We ask you to think carefully before making this decision as sharing your health and social care information will make it easier for services to provide the best treatment and care for you

If you chose to opt-out, we may still need to share data for your care, but it will be using less immediate methods. For example, your GP may refer you to a hospital consultant by email. During your hospital appointment, the consultant will be able to see some of the information your GP holds about you by referring to the London Care Record. If you opt-out the consultant may only see the information the GP put in the email or may need to phone or fax your GP in advance of your appointment. 

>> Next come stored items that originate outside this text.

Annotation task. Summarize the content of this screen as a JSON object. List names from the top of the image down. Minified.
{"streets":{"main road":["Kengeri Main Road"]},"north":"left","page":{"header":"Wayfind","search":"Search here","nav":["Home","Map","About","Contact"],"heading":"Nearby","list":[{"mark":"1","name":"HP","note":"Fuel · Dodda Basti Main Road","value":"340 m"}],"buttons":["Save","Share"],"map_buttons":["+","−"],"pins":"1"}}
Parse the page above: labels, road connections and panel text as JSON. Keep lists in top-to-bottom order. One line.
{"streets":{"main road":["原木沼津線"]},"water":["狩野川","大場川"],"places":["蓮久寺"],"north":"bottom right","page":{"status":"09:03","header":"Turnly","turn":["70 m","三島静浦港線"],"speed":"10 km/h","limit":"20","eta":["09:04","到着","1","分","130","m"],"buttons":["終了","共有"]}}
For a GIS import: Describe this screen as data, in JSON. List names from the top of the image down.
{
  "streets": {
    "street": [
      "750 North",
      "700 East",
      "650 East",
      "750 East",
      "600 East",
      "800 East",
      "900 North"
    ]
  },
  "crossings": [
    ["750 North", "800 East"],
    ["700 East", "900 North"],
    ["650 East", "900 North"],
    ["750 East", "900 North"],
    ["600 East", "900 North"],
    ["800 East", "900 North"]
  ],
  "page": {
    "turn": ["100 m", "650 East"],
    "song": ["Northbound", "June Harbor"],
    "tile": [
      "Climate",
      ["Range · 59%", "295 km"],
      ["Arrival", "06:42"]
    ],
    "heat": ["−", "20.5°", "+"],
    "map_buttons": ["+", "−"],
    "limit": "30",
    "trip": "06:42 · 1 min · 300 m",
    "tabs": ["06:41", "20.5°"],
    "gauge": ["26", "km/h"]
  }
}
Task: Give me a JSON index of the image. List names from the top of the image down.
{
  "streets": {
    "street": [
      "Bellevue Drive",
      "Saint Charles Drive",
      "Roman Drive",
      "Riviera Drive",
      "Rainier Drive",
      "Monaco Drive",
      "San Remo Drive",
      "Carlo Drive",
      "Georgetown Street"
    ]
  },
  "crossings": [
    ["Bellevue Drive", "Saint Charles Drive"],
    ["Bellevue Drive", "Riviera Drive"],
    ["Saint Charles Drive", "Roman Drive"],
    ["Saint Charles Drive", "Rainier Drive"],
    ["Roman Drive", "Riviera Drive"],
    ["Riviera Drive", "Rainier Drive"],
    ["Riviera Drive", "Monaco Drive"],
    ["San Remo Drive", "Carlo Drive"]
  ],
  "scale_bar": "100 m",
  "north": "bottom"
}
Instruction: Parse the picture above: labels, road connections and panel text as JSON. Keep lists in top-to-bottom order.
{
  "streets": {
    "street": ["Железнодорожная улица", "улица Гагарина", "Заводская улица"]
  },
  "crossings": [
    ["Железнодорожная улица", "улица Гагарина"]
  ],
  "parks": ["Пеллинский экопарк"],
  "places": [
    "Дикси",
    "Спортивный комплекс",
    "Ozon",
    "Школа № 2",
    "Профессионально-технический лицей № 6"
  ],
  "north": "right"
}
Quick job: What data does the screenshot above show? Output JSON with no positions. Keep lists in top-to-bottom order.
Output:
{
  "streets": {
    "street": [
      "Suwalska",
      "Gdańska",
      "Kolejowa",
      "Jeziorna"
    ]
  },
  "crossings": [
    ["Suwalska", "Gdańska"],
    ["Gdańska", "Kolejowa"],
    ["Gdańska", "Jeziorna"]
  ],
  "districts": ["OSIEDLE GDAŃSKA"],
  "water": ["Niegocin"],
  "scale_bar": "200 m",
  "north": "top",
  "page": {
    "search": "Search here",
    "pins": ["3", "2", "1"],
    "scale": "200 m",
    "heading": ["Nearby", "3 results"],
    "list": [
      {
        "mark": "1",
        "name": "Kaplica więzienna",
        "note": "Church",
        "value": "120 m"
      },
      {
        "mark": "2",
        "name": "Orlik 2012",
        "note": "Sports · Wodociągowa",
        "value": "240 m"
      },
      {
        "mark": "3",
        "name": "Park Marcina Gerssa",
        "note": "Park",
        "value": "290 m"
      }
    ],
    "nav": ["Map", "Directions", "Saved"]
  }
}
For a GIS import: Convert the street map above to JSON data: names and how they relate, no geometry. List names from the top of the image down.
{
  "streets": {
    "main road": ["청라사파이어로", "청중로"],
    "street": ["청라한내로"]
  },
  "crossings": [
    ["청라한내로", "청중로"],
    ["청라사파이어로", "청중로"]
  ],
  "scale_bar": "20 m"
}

If you would like to speak to someone about your choice, you can call the enquiry line on 020 3688 1900

You can opt-out of having your Personal Data shared via London Care Record by completing the form on our website.  

If you choose to opt-out: 

  • You may have to answer questions repeatedly because your full history may not be available to the care professional assessing you. 
  • Decisions about your care may take longer, even in emergency situations, as history needs to be confirmed. 
  • Some medical tests may get repeated unnecessarily, e.g. if you had a blood test with your hospital consultant, your GP may not be able to see this. 

For further information on the London Care Record, please visit the North Central London website.

HealtheIntent (HEI) system

UCLH currently works with GP practices, other hospitals, and social services across North Central London to provide a platform, HealtheIntent, which allows health and care professionals to be more proactive in the care of patients and communities.

The system links elements of heath and care information from different sources and enables clinicians to manage and plan care for individuals and groups of residents in relation to health or social care. Health care professionals directly involved in a patient’s care can view a patient’s joined-up record, showing information collected by different providers over time. The joined-up record helps to spot trends, concerns or gaps in care. This information contained in this record is used to create ‘registries’ and ‘analytics’.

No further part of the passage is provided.